This past Monday, newly elected President Benigno “Noynoy” Aquino III of the Philippines delivered his state of the nation address (SONA). Filipino-American activists, however, weren’t about to sit there idly and listen to false promises. Simultaneous protests took place in San Francisco, Los Angeles, Seattle, New York and New Jersey. While a lot of people are overjoyed that the grossly incompetent and corrupt past president, Gloria Macapagal-Arroyo, is unseated, they are reluctant to celebrate Noynoy’s victory.
In the one month that he’s been elected, there have already been 5 political killings: Mark Francisco, 27, a teacher at San Isidro Elementary School; Francisco Baldomero, a local coordinator for the Bayan Muna Political Party; Pascual Guevarra, 78, a peasant advocate from Nueva Ecija; and Josephine Estacio, 46, who was with the Alliance of Concerned Teachers (ACT). The Philippines is by far one of the most dangerous places to be a champion of the dispossessed. It ranked #3 in a report by the Committee to Protect Journalists and in Macapagal-Arroyo’s administration alone, there have been over 1,200 political killings. Last year, Melissa Roxas, a Filipina-American volunteer in a community medical mission was physically and psychologically tortured for six days. This is not even to mention the 2004 Hacienda Luisita massacre of twelve farmers and two children (with hundreds injured), who demanded agrarian reform, in which the Aquino family (the owners of the property) is implicated.
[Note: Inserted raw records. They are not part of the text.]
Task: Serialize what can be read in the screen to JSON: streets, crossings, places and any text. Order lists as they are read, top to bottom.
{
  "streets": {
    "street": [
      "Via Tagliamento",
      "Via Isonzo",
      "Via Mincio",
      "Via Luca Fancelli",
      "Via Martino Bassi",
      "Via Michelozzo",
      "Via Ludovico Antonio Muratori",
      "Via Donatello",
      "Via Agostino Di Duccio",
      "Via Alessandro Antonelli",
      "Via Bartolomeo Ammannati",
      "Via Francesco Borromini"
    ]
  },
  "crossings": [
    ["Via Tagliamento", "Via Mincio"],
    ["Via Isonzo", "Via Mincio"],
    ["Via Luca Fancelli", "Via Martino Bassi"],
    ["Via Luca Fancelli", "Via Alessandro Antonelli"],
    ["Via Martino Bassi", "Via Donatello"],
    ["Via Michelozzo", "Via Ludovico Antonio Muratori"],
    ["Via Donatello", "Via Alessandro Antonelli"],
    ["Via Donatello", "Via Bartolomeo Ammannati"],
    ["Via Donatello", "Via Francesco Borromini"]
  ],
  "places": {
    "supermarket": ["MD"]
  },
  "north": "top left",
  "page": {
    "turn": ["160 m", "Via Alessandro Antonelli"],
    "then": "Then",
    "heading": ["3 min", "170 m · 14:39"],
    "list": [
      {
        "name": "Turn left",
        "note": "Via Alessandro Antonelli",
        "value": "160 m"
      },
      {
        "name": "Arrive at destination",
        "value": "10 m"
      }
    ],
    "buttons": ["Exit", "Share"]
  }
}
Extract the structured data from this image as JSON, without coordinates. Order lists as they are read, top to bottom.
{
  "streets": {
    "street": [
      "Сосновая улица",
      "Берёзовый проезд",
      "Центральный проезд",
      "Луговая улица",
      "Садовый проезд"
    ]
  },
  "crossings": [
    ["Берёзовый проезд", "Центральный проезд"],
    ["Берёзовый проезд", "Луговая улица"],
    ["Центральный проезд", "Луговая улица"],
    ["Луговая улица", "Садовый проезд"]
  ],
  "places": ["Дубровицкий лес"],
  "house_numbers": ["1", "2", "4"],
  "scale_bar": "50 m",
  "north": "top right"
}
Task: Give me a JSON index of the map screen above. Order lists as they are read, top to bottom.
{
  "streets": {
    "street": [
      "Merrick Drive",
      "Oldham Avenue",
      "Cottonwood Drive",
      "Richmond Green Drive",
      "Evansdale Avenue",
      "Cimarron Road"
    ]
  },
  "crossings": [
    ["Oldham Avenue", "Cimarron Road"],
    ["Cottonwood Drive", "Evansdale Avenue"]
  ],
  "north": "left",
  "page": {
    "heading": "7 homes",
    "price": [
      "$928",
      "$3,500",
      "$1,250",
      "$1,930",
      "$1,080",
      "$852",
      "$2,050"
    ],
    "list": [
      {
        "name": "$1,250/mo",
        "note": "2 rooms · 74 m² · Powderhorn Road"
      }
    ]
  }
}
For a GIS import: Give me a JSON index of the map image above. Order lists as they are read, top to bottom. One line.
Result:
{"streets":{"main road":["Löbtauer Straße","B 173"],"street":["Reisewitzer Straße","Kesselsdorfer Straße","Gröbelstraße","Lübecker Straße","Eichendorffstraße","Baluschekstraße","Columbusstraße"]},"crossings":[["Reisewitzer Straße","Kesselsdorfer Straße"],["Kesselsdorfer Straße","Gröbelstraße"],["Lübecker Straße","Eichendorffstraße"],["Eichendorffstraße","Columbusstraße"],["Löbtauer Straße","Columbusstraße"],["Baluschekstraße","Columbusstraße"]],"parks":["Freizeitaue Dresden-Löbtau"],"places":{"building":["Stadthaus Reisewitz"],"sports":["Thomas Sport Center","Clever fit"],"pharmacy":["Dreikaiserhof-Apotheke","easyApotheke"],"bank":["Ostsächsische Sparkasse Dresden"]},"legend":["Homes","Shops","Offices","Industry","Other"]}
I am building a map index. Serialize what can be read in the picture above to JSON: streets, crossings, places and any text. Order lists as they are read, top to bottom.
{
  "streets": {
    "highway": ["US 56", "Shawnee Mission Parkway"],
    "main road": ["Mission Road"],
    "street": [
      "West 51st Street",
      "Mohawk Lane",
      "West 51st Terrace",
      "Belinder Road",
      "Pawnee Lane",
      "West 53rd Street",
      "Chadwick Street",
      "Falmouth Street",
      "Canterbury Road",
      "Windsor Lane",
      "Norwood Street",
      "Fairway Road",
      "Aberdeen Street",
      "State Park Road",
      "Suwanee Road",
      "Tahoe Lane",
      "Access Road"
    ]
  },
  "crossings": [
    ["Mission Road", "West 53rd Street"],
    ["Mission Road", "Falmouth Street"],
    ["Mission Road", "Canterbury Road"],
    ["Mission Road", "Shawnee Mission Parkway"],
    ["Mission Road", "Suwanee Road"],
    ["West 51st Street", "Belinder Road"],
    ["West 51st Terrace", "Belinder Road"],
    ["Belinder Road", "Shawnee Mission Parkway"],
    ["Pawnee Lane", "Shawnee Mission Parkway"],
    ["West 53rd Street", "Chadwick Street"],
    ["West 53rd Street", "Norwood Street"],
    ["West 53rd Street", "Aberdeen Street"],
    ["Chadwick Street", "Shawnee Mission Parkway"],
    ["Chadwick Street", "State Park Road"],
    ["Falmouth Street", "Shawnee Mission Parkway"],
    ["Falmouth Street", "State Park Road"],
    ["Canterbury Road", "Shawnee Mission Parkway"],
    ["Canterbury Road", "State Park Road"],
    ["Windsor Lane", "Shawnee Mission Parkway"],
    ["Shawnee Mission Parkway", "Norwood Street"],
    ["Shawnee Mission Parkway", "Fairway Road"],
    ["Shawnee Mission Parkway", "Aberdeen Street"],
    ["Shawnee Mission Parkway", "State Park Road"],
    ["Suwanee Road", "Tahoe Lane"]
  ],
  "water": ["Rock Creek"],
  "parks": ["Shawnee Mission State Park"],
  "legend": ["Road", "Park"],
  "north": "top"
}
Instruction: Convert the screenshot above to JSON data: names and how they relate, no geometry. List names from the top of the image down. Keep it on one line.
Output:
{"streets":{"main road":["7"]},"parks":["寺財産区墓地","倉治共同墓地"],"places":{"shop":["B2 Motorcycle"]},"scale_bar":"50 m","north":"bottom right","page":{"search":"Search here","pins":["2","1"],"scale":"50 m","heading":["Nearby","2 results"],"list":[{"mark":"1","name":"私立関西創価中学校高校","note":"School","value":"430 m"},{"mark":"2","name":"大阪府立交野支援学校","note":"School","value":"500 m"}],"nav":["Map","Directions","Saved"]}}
So does Noynoy stand for change or what?! In his speech, he spent a lot of time indicting the past administration (good) and no time on specific plans to bring about genuine change (bad). He comes from the upper echelons of the Philippine elite (his parents– past president Cory Aquino and senator Ninoy Aquino Jr.), which has proven time and time again since the assassination of revolutionary Katipunan member Andres Bonifacio that it only cares about its own interests and upholding the status quo.
In a Balitang America article, protesters explained their views on Noynoy.
Yves Nibungco of Bayan USA added, “Unang una po wala po rito ang mga tunay na programa para tigilan yung pag-migrate ng mga kababayan natin dahil wala diyan yung job creation, national industrialization, yung genuine agrarian reform, at yung pagpapanagot kay Gloria Macapagal Arroyo.” (There are no programs to stop the migration of our fellow Filipinos. There are no programs on job creation, national industrialization, genuine agrarian reform and holding Arroyo accountable for her past administration’s errors.) Hanalei Ramos, a Gabriela USA member said that if President Aquino feels weighed down by the mess created by the former President, then he should start investigating and prosecuting Arroyo, “GMA needs to be held accountable for all the atrocious human rights violations that have accumulated over the last 9 years.”
So how do I feel about the new President? Not hopeful. I’m convinced that if generations of elite from the same families continue to get elected (think of the Bush and Clinton legacies), we won’t see the change we want. However, I refuse to give up hope. Noynoy is a change from the unfathomable atrocities of GMA, which is a definite step in the right direction. As long as Filipinos and Filipinos overseas remain vigilant, never giving Noynoy a chance to relax, we might be able to continue the fight for social justice.